■ What to do ■
Read the records and gather each line that includes "relative".

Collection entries

━━━

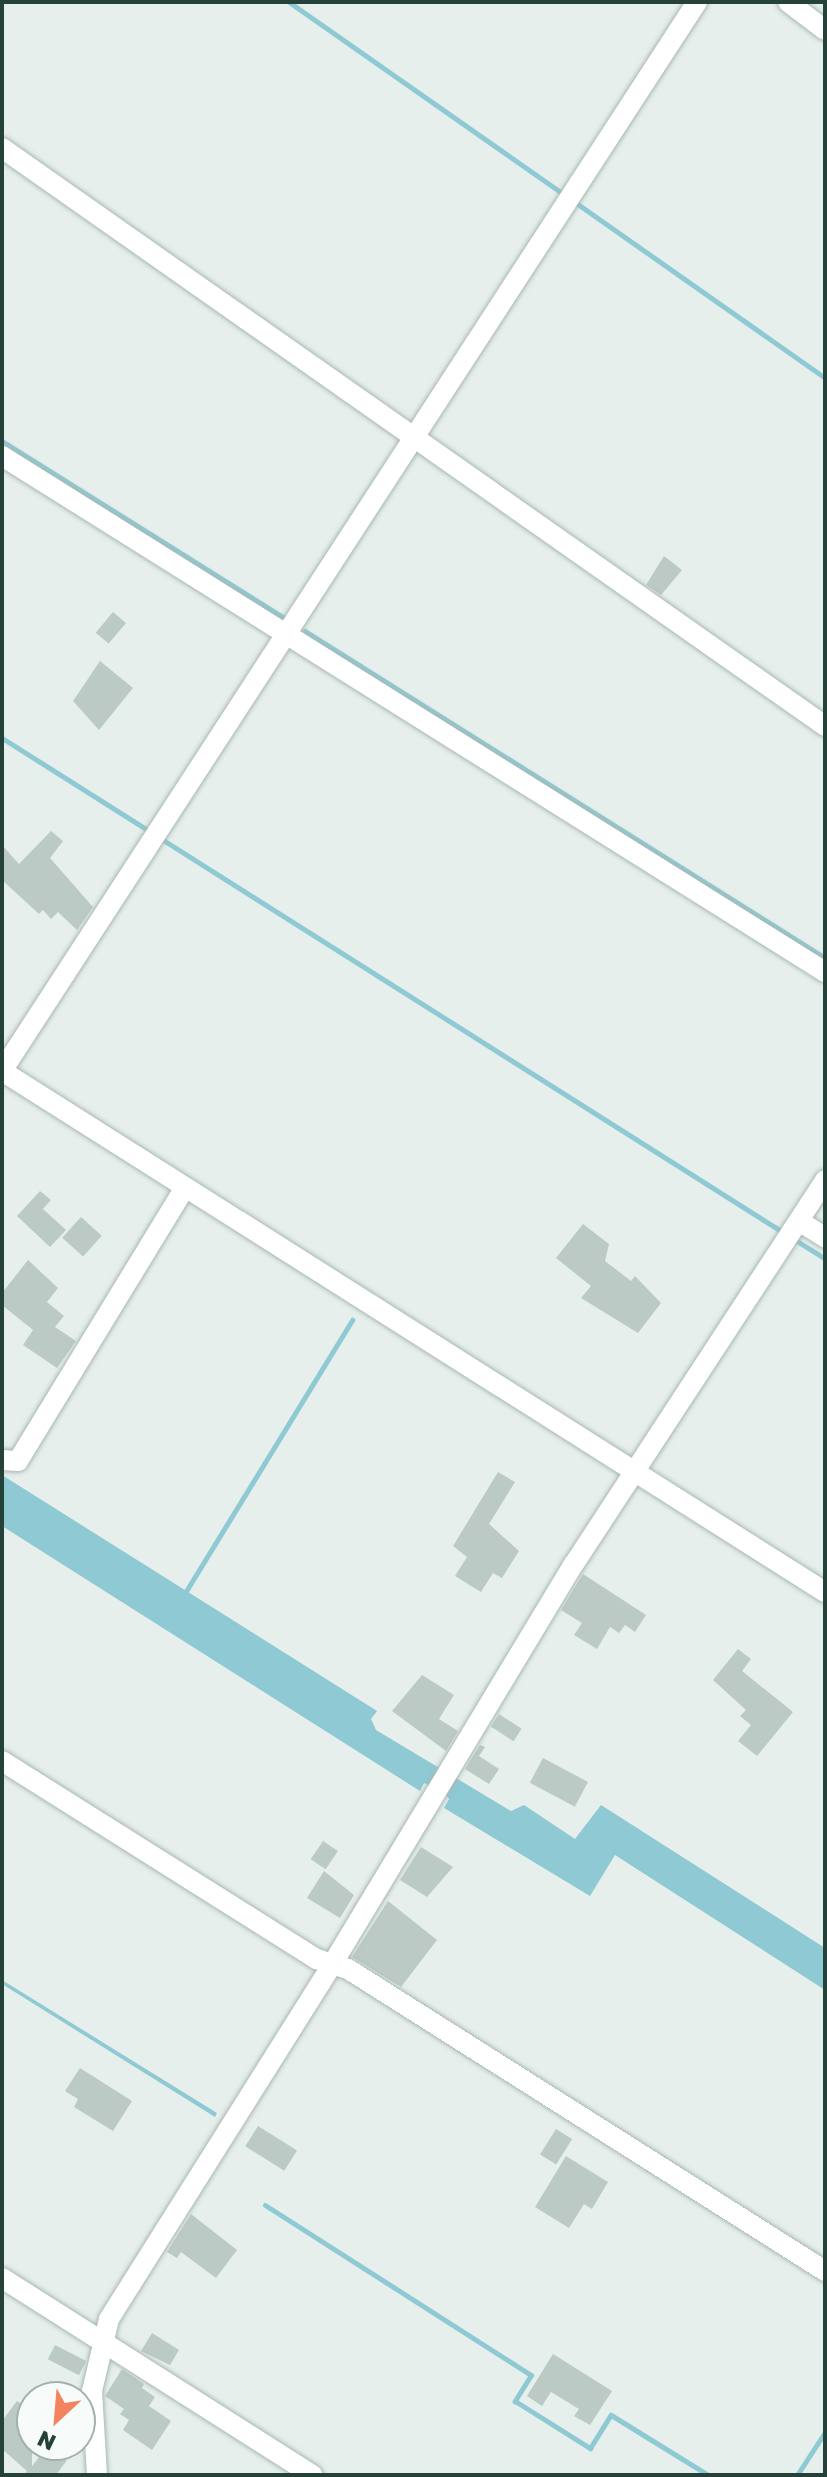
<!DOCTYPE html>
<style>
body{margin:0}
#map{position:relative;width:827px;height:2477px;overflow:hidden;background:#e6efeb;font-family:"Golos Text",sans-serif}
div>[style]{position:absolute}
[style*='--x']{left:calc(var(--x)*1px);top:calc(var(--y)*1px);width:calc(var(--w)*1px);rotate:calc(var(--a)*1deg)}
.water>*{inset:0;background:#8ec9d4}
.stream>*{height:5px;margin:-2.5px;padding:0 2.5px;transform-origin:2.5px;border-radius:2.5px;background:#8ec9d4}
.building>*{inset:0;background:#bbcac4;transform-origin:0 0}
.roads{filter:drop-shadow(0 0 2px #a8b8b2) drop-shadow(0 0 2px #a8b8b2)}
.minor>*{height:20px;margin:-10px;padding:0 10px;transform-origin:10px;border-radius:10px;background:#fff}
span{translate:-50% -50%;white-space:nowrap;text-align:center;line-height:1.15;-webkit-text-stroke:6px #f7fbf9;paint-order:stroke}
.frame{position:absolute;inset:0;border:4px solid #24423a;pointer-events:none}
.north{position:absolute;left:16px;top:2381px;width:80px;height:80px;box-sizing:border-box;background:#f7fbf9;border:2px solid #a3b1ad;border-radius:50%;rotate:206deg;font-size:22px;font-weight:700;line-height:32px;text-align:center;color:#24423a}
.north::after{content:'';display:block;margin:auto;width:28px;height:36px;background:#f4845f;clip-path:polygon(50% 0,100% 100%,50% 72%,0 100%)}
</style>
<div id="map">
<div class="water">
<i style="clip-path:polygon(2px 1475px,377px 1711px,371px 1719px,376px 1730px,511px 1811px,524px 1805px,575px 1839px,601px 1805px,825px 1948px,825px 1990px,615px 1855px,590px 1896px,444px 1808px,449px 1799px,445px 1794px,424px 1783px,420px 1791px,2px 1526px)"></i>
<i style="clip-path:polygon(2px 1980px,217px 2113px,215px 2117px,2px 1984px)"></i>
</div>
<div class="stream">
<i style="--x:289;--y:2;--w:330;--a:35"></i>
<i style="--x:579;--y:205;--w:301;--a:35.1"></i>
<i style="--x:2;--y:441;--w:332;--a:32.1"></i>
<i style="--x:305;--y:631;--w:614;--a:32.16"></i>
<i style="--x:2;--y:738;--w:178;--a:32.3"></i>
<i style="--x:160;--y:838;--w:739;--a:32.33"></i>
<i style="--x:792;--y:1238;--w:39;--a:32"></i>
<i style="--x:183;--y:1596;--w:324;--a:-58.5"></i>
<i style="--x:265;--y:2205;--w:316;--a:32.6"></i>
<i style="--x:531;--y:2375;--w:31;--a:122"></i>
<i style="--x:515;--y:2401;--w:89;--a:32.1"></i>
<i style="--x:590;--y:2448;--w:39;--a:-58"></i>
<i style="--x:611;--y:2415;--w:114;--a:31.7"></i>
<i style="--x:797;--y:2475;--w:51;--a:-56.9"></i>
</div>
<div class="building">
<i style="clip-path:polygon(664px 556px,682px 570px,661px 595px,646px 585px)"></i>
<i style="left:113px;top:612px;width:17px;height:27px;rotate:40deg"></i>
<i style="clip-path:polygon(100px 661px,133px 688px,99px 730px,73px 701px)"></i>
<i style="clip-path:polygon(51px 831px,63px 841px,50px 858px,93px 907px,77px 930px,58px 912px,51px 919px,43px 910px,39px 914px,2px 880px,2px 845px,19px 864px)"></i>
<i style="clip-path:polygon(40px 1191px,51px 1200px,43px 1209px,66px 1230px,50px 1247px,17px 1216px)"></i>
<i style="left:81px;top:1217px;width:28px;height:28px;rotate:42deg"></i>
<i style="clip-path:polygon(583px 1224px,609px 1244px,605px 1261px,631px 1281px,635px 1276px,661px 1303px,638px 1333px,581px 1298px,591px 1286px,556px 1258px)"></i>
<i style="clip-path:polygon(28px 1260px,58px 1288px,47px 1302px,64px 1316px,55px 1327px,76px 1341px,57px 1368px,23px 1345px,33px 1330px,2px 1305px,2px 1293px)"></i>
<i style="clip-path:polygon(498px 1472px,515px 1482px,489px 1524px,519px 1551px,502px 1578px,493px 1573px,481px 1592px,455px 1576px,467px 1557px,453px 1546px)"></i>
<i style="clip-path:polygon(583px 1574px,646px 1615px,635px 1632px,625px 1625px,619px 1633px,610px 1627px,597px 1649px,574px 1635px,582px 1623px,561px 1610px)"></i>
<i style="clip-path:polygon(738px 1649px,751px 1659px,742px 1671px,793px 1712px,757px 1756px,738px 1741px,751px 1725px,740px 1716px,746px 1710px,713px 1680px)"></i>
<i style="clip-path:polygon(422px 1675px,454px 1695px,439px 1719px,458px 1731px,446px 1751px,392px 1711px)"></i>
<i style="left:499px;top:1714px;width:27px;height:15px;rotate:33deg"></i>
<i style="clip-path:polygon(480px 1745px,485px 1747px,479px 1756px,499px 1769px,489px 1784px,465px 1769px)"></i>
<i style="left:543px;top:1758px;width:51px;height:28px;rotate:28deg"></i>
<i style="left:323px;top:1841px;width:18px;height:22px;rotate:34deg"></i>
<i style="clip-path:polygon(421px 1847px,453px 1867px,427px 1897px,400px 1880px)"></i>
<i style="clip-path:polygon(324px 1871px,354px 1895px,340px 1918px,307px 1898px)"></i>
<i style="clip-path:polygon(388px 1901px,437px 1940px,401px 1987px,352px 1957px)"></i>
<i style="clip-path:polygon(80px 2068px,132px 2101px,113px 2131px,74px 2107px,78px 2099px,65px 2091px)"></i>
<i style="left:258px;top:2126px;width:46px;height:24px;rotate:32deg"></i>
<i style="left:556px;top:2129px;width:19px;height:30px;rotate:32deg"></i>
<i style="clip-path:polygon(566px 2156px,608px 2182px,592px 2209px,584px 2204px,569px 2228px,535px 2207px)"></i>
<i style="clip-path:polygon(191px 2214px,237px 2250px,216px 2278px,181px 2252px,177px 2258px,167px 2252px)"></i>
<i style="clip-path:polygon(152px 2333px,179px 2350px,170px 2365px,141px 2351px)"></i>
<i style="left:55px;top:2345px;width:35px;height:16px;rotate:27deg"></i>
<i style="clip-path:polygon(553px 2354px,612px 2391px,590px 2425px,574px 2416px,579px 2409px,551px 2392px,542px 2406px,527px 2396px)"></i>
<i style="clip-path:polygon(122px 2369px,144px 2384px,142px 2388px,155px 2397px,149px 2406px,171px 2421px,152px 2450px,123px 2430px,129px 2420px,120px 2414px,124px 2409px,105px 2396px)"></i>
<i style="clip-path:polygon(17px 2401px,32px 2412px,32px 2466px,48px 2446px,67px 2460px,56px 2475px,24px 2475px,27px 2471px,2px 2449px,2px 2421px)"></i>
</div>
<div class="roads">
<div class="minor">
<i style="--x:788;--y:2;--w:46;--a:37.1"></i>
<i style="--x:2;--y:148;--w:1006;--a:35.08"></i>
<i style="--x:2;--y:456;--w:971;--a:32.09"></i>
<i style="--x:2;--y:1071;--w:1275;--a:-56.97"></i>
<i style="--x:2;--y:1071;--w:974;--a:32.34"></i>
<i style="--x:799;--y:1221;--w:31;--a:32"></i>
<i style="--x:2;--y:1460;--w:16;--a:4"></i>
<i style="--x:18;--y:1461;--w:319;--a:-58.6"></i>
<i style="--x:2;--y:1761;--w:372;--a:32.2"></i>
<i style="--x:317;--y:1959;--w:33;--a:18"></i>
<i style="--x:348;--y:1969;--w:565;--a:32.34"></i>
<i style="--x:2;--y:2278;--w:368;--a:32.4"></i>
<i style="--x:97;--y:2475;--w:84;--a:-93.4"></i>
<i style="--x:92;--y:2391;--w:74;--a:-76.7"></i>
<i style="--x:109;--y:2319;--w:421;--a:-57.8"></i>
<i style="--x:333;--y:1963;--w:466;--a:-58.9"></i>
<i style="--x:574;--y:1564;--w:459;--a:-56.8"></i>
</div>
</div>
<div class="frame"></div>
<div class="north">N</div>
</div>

━━━

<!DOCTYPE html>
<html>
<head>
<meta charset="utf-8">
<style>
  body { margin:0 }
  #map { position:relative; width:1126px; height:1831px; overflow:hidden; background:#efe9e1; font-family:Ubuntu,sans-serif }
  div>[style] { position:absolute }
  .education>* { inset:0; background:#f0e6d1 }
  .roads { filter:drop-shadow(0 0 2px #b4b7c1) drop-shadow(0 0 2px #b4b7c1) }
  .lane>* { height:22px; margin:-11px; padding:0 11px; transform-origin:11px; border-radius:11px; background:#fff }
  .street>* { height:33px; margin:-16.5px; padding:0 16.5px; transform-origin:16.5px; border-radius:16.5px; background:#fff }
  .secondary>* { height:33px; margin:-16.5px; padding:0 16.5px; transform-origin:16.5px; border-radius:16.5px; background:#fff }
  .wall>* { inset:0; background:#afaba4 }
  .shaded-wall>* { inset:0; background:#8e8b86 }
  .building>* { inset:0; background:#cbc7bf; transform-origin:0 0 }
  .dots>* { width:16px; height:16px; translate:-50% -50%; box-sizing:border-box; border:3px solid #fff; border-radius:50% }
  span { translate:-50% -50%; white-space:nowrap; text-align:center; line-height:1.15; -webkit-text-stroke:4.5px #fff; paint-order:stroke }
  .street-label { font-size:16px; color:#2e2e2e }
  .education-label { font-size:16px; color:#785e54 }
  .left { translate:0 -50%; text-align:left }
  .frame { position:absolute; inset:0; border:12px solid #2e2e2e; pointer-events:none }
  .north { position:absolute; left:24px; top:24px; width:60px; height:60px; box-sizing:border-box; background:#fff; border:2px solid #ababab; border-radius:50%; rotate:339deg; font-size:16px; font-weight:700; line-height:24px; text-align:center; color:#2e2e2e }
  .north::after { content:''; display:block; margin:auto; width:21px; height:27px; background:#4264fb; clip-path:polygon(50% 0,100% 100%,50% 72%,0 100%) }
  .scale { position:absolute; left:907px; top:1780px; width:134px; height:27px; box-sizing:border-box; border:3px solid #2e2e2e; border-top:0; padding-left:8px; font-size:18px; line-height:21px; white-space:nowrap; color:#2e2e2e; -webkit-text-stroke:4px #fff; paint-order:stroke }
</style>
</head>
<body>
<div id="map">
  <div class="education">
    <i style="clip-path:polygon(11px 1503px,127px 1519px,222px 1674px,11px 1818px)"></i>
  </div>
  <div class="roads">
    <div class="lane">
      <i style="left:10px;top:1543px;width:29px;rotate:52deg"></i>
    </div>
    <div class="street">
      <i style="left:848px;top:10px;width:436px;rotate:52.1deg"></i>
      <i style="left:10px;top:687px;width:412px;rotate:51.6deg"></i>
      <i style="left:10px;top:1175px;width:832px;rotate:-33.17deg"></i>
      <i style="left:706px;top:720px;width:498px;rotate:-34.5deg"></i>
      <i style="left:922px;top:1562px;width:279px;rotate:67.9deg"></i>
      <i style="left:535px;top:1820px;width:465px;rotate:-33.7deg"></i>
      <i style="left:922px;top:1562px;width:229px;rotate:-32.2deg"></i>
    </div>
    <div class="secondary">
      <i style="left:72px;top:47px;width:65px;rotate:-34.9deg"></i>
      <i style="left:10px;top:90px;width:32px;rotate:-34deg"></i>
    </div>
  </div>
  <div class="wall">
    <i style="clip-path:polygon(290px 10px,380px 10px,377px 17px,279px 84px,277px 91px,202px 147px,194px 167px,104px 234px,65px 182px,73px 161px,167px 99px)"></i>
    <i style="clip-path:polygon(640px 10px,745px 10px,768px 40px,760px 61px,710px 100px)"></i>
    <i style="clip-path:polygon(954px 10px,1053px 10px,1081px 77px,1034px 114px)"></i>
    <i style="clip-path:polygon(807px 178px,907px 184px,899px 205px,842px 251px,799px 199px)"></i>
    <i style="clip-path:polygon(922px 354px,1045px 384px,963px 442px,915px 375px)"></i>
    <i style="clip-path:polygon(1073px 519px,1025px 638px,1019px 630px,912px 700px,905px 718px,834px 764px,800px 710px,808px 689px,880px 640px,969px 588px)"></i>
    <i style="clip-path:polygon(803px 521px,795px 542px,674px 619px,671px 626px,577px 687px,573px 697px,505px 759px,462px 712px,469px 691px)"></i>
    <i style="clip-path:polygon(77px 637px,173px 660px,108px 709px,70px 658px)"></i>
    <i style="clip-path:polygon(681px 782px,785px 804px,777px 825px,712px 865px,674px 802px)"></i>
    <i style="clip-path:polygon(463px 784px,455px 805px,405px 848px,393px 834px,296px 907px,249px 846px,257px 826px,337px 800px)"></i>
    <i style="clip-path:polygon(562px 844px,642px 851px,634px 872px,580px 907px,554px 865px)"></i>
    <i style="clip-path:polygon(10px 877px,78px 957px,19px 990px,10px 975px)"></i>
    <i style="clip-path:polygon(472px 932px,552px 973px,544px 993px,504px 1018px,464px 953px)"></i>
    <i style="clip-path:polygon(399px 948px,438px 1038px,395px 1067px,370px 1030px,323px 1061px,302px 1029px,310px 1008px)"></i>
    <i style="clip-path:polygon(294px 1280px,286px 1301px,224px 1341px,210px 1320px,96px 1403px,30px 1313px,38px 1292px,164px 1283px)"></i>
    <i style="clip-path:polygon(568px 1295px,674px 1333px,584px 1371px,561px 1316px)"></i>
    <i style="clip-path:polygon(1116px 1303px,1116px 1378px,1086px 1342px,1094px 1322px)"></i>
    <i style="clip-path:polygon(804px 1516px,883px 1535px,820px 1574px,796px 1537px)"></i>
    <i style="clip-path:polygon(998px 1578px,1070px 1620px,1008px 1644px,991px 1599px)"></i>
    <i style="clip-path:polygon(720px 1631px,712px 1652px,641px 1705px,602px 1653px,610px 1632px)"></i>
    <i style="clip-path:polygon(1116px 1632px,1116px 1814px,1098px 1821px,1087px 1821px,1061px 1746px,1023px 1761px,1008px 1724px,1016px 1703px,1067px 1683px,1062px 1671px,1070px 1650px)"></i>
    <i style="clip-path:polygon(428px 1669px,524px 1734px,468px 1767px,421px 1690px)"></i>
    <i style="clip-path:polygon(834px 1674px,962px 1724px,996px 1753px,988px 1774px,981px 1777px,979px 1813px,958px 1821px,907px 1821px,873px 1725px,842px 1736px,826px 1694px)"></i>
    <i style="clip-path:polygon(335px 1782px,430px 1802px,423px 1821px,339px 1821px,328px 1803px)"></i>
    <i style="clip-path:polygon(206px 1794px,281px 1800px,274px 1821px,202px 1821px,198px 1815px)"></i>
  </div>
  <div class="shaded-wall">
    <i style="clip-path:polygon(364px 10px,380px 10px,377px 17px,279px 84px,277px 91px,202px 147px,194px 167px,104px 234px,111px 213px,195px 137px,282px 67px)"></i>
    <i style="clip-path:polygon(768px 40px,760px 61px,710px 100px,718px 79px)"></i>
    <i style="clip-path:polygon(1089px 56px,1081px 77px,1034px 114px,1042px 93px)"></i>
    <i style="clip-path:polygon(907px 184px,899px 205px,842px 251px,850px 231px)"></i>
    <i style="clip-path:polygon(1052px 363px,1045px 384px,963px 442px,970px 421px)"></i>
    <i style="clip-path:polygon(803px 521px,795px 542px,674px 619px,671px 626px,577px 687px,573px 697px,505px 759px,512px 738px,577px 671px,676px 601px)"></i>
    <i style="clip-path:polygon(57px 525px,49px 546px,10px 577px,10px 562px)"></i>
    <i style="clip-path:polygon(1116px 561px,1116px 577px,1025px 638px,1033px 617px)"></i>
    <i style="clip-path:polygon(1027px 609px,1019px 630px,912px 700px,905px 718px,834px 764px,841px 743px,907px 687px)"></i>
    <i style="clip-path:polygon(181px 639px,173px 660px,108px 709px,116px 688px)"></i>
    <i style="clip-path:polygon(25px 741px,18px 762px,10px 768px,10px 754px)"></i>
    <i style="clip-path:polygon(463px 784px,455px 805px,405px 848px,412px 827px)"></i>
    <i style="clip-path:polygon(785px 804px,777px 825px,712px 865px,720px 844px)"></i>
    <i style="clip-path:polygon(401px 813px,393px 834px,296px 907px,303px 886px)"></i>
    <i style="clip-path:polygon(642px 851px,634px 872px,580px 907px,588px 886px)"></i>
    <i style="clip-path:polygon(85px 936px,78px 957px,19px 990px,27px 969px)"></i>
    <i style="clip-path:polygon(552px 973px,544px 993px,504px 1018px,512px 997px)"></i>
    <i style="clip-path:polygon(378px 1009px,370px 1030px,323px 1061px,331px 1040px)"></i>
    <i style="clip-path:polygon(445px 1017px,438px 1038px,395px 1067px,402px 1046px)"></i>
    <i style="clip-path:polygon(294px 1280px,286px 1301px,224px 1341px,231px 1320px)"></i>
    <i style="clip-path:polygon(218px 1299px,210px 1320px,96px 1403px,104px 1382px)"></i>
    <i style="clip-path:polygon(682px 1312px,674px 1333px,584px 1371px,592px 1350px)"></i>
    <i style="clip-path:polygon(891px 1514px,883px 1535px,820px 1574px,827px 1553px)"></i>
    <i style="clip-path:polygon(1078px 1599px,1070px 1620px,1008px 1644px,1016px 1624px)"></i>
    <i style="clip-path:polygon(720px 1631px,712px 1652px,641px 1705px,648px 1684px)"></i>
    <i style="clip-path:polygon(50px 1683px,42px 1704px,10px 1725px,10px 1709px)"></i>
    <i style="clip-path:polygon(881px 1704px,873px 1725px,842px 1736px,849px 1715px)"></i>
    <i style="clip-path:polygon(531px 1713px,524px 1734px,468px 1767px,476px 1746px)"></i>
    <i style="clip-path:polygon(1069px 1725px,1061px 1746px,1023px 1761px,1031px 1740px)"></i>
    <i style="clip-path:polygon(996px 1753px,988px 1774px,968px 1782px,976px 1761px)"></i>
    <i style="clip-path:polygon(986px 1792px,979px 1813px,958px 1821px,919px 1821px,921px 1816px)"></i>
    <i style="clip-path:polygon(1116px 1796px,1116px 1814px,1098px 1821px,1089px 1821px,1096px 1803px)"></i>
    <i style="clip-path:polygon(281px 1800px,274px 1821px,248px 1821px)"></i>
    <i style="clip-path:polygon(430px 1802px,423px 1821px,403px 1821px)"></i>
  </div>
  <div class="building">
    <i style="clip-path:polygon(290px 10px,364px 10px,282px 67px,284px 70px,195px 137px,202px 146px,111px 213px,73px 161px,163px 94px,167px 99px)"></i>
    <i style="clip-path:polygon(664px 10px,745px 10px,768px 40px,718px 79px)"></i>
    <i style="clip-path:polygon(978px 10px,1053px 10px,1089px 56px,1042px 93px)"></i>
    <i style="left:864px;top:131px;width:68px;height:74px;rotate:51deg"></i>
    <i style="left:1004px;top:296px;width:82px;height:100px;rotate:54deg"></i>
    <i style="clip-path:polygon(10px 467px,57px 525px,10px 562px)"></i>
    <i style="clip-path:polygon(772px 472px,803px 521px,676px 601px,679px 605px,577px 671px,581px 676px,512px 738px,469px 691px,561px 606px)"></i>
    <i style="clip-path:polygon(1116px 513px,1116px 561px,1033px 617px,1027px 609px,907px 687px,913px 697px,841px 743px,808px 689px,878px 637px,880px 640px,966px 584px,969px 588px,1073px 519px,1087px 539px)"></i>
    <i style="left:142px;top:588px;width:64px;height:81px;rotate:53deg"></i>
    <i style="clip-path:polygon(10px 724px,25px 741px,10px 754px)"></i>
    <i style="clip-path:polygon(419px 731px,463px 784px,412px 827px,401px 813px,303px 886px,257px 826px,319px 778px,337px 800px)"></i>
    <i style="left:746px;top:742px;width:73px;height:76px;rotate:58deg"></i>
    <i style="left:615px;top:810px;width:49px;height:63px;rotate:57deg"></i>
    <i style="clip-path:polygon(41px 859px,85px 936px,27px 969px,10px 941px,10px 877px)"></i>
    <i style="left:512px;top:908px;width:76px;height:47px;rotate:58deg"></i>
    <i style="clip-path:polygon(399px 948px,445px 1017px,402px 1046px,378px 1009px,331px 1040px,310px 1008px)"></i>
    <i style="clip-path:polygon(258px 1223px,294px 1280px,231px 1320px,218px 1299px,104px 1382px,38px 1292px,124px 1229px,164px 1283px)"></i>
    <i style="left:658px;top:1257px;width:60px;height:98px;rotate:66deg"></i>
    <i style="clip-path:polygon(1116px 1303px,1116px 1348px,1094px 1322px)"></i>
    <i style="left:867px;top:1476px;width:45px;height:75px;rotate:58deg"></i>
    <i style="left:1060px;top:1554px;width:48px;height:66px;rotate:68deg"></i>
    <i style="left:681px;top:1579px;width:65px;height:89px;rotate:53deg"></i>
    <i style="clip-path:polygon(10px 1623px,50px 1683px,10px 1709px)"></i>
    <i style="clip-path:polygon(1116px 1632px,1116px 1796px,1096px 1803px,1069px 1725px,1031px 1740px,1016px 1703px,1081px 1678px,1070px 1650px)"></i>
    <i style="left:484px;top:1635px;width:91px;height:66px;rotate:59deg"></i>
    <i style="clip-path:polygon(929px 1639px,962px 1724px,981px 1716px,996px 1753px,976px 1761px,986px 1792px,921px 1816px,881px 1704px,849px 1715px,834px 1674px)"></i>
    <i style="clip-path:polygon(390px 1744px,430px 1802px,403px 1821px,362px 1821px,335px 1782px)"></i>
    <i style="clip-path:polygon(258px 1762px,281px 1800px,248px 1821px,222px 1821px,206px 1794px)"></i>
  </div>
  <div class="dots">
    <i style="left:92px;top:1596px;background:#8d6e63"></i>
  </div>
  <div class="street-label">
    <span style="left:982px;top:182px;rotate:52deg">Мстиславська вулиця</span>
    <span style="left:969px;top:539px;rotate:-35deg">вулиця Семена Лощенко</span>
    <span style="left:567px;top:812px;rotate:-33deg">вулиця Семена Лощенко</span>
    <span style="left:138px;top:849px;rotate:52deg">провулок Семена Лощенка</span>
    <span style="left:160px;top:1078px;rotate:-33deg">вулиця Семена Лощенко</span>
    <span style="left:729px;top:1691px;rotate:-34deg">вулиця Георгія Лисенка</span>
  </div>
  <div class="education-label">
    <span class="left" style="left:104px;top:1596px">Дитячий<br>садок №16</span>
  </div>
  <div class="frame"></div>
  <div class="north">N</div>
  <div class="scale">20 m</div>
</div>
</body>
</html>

━━━

■ Result for this exercise ■
#map{position:relative;width:827px;height:2477px;overflow:hidden;background:#e6efeb;font-family:"Golos Text",sans-serif}
  #map { position:relative; width:1126px; height:1831px; overflow:hidden; background:#efe9e1; font-family:Ubuntu,sans-serif }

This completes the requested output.